DESCRIPTION OF THE TASK:
With the line containing "I am building" as the starting point, output the remaining lines of the data exactly as they are, through the last.

MATERIAL FOR THE TASK:
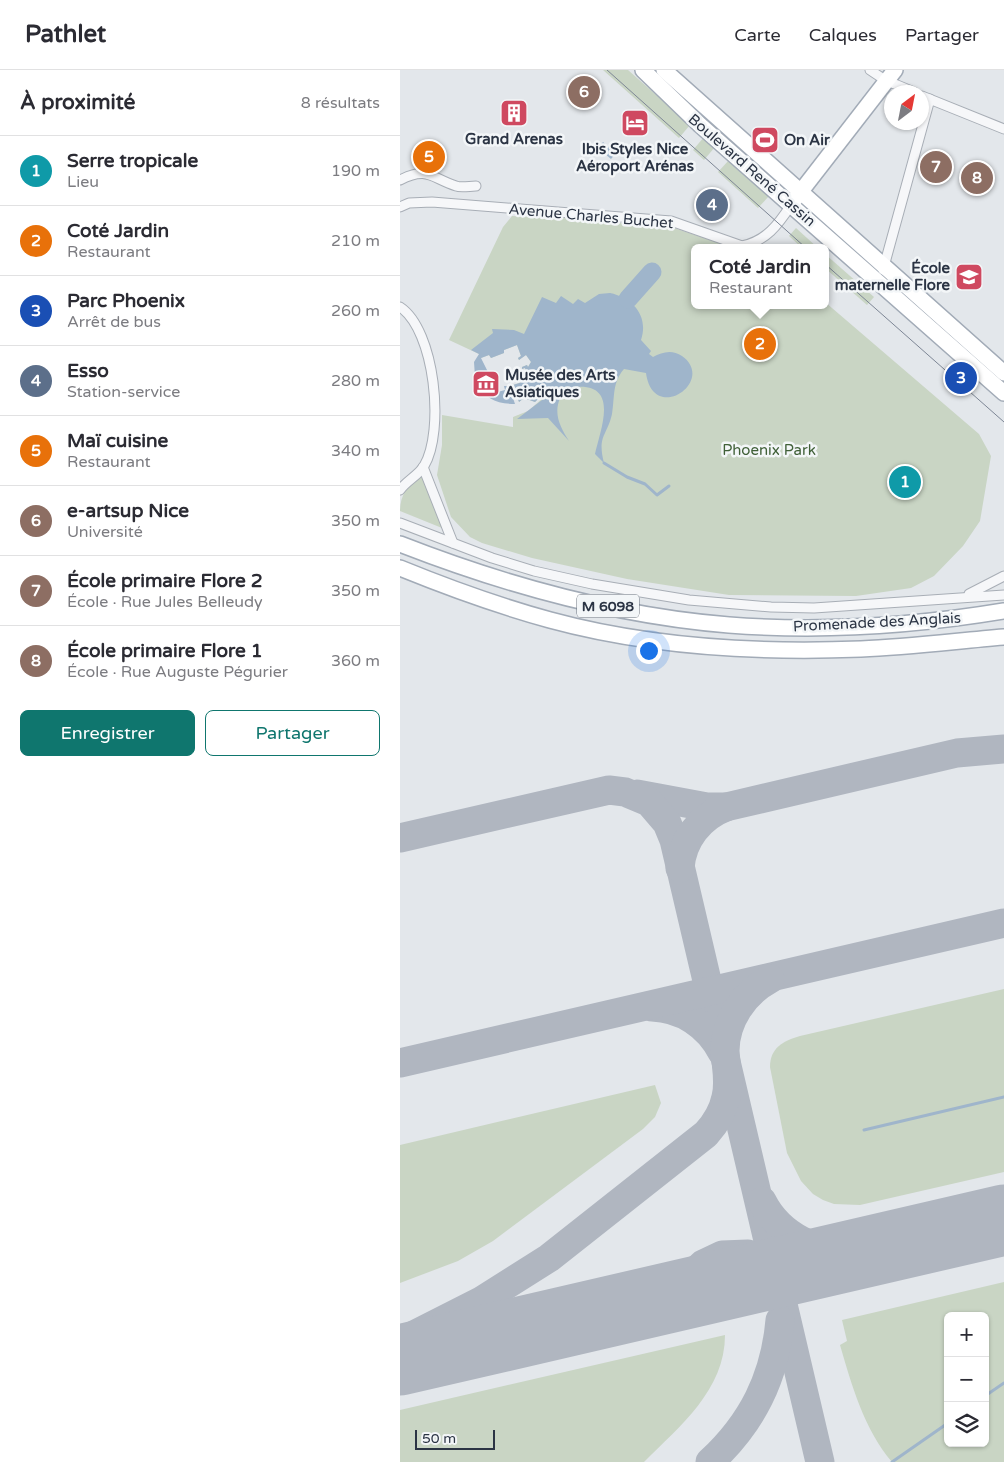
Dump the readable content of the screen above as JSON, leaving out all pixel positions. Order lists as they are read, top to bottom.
{
  "streets": {
    "main road": ["Boulevard René Cassin", "M 6098", "Promenade des Anglais"],
    "street": ["Avenue Charles Buchet"]
  },
  "crossings": [
    ["Boulevard René Cassin", "Avenue Charles Buchet"]
  ],
  "parks": ["Phoenix Park"],
  "places": {
    "building": ["Grand Arenas"],
    "hotel": ["Ibis Styles Nice Aéroport Arénas"],
    "sports": ["On Air"],
    "school or university": ["École maternelle Flore"],
    "museum": ["Musée des Arts Asiatiques"]
  },
  "scale_bar": "50 m",
  "north": "top right",
  "page": {
    "header": "Pathlet",
    "nav": ["Carte", "Calques", "Partager"],
    "heading": ["À proximité", "8 résultats"],
    "pins": [
      "6",
      "5",
      "7",
      "8",
      "4",
      "2",
      "3",
      "1"
    ],
    "list": [
      {
        "mark": "1",
        "name": "Serre tropicale",
        "note": "Lieu",
        "value": "190 m"
      },
      {
        "mark": "2",
        "name": "Coté Jardin",
        "note": "Restaurant",
        "value": "210 m"
      },
      {
        "mark": "3",
        "name": "Parc Phoenix",
        "note": "Arrêt de bus",
        "value": "260 m"
      },
      {
        "mark": "4",
        "name": "Esso",
        "note": "Station-service",
        "value": "280 m"
      },
      {
        "mark": "5",
        "name": "Maï cuisine",
        "note": "Restaurant",
        "value": "340 m"
      },
      {
        "mark": "6",
        "name": "e-artsup Nice",
        "note": "Université",
        "value": "350 m"
      },
      {
        "mark": "7",
        "name": "École primaire Flore 2",
        "note": "École · Rue Jules Belleudy",
        "value": "350 m"
      },
      {
        "mark": "8",
        "name": "École primaire Flore 1",
        "note": "École · Rue Auguste Pégurier",
        "value": "360 m"
      }
    ],
    "popup": ["Coté Jardin", "Restaurant"],
    "buttons": ["Enregistrer", "Partager"],
    "map_buttons": ["+", "−"],
    "scale": "50 m"
  }
}
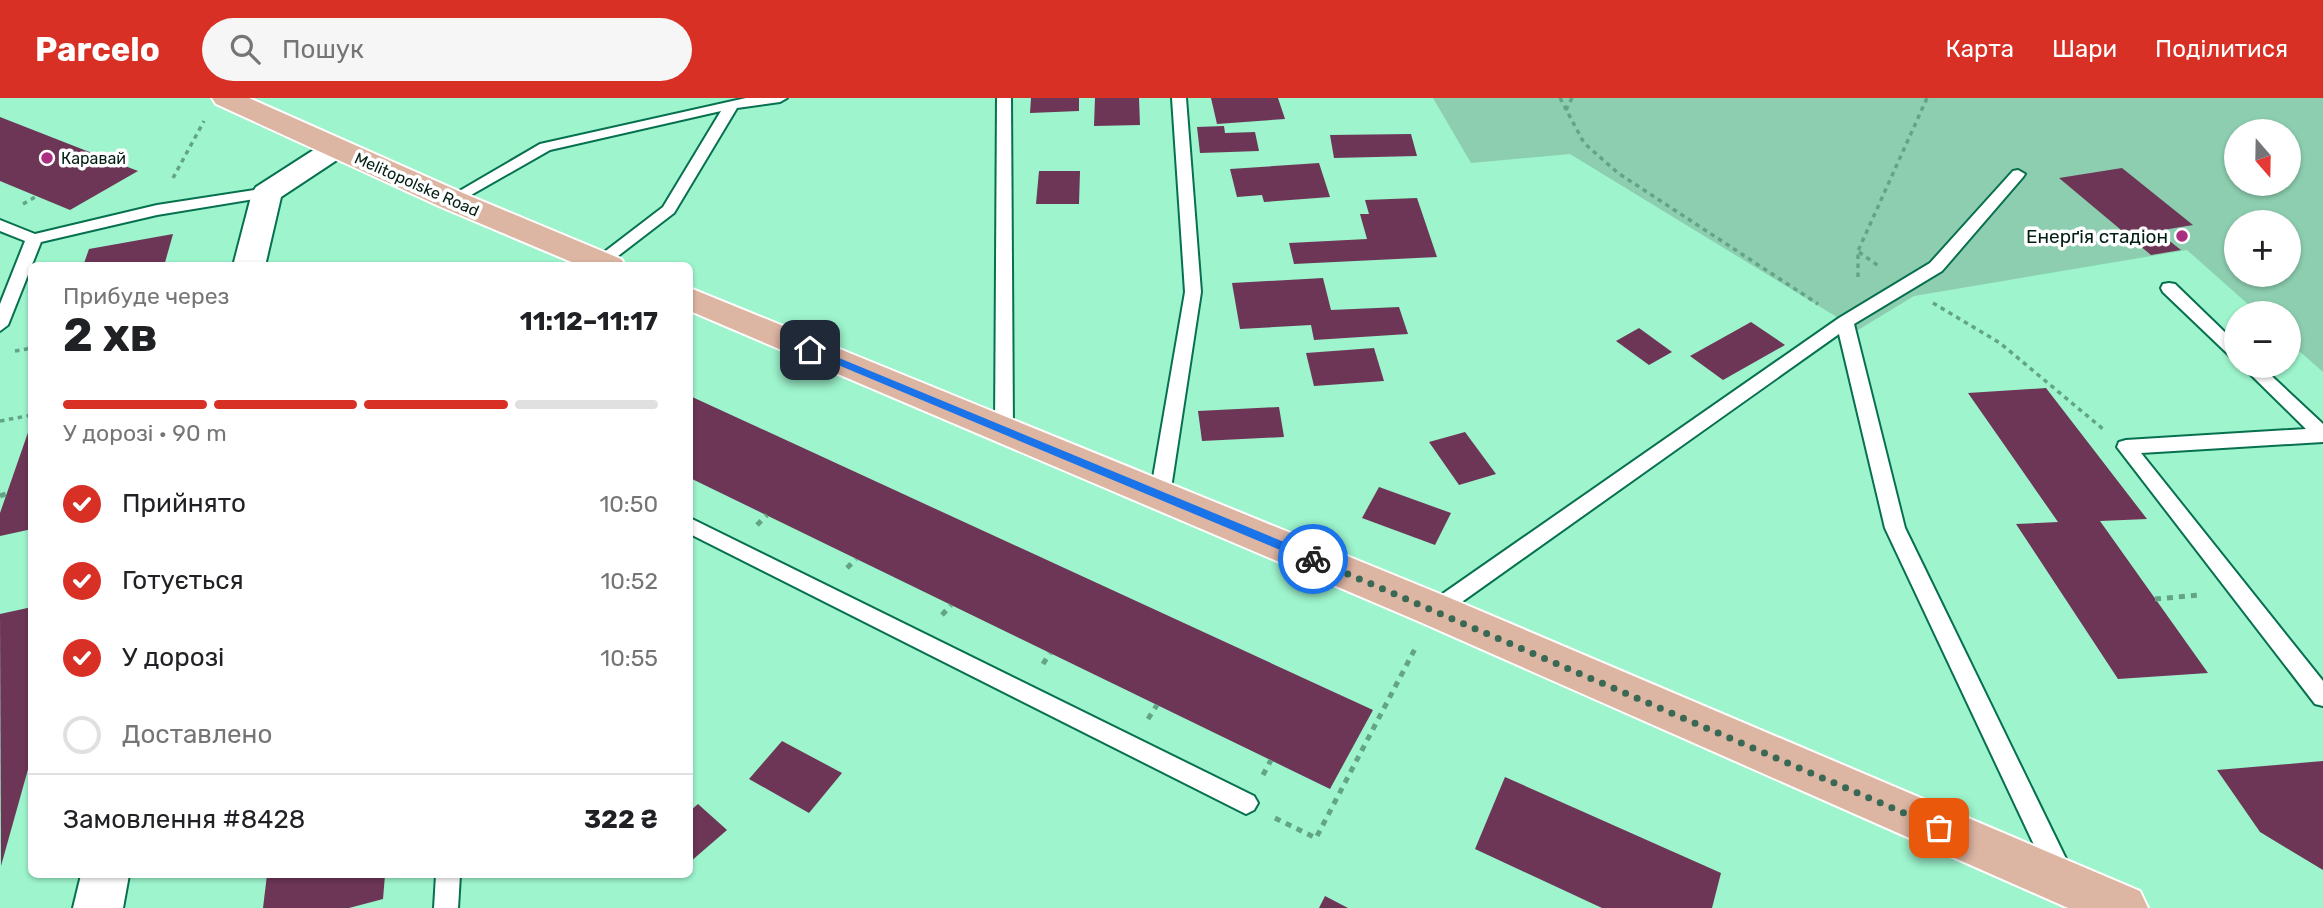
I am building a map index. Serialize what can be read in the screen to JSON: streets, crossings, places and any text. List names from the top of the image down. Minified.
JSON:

TASK ANSWER:
I am building a map index. Serialize what can be read in the screen to JSON: streets, crossings, places and any text. List names from the top of the image down. Minified.
JSON:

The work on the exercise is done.